Collected data:
_ _ _ _ _

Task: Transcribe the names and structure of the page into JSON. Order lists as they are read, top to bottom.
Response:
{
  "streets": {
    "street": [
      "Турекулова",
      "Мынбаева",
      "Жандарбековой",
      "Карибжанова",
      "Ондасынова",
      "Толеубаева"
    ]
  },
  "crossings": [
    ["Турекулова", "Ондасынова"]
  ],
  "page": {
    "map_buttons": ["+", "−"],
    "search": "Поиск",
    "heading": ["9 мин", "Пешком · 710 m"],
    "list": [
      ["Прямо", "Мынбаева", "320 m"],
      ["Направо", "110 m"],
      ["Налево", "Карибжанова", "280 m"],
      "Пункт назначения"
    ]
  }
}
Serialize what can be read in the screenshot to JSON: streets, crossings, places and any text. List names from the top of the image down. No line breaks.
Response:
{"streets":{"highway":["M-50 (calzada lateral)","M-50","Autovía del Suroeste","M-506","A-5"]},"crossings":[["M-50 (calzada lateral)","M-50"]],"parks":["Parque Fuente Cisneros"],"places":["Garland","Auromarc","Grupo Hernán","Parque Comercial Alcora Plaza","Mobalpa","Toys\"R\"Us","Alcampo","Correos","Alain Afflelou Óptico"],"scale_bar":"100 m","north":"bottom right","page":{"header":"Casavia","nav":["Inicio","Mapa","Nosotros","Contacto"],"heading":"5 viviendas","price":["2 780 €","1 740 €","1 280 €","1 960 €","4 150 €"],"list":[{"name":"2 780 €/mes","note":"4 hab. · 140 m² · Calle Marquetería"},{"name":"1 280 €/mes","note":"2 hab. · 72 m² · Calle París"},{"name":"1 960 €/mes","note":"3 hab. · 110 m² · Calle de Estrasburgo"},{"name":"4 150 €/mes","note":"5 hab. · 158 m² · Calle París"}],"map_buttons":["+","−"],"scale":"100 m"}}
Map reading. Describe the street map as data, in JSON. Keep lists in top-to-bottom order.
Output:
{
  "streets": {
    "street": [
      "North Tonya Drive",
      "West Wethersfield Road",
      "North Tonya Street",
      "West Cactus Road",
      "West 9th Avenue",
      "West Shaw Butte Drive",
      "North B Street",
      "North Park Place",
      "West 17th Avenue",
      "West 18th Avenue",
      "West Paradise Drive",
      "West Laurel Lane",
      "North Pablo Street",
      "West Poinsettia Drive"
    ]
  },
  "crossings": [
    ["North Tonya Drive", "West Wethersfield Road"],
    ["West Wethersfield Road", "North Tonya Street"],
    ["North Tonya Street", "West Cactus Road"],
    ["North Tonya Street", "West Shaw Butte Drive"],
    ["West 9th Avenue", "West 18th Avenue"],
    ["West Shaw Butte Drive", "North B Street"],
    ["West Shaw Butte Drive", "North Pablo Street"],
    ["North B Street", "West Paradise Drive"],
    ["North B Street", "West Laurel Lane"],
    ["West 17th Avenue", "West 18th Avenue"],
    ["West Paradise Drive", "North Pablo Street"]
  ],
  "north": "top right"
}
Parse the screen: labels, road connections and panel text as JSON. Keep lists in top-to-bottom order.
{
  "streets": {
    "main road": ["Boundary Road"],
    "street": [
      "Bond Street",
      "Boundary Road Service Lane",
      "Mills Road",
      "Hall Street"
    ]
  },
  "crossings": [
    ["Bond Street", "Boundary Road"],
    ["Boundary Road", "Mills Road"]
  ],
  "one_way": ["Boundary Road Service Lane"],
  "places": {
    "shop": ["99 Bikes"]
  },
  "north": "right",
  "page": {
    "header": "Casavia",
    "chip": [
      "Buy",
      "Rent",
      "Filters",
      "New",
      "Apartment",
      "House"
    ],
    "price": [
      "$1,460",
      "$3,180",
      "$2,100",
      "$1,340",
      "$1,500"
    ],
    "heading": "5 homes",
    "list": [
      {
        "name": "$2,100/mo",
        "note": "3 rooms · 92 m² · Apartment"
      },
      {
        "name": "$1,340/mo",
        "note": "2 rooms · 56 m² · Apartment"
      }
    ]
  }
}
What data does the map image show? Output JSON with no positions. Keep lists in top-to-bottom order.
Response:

_ _ _ _ _

* _Assignment_
After locating the line that contains "Serialize what can", please copy exactly every line from the start of the records through it, and nothing else.

* _Answer space_
Task: Transcribe the names and structure of the page into JSON. Order lists as they are read, top to bottom.
Response:
{
  "streets": {
    "street": [
      "Турекулова",
      "Мынбаева",
      "Жандарбековой",
      "Карибжанова",
      "Ондасынова",
      "Толеубаева"
    ]
  },
  "crossings": [
    ["Турекулова", "Ондасынова"]
  ],
  "page": {
    "map_buttons": ["+", "−"],
    "search": "Поиск",
    "heading": ["9 мин", "Пешком · 710 m"],
    "list": [
      ["Прямо", "Мынбаева", "320 m"],
      ["Направо", "110 m"],
      ["Налево", "Карибжанова", "280 m"],
      "Пункт назначения"
    ]
  }
}
Serialize what can be read in the screenshot to JSON: streets, crossings, places and any text. List names from the top of the image down. No line breaks.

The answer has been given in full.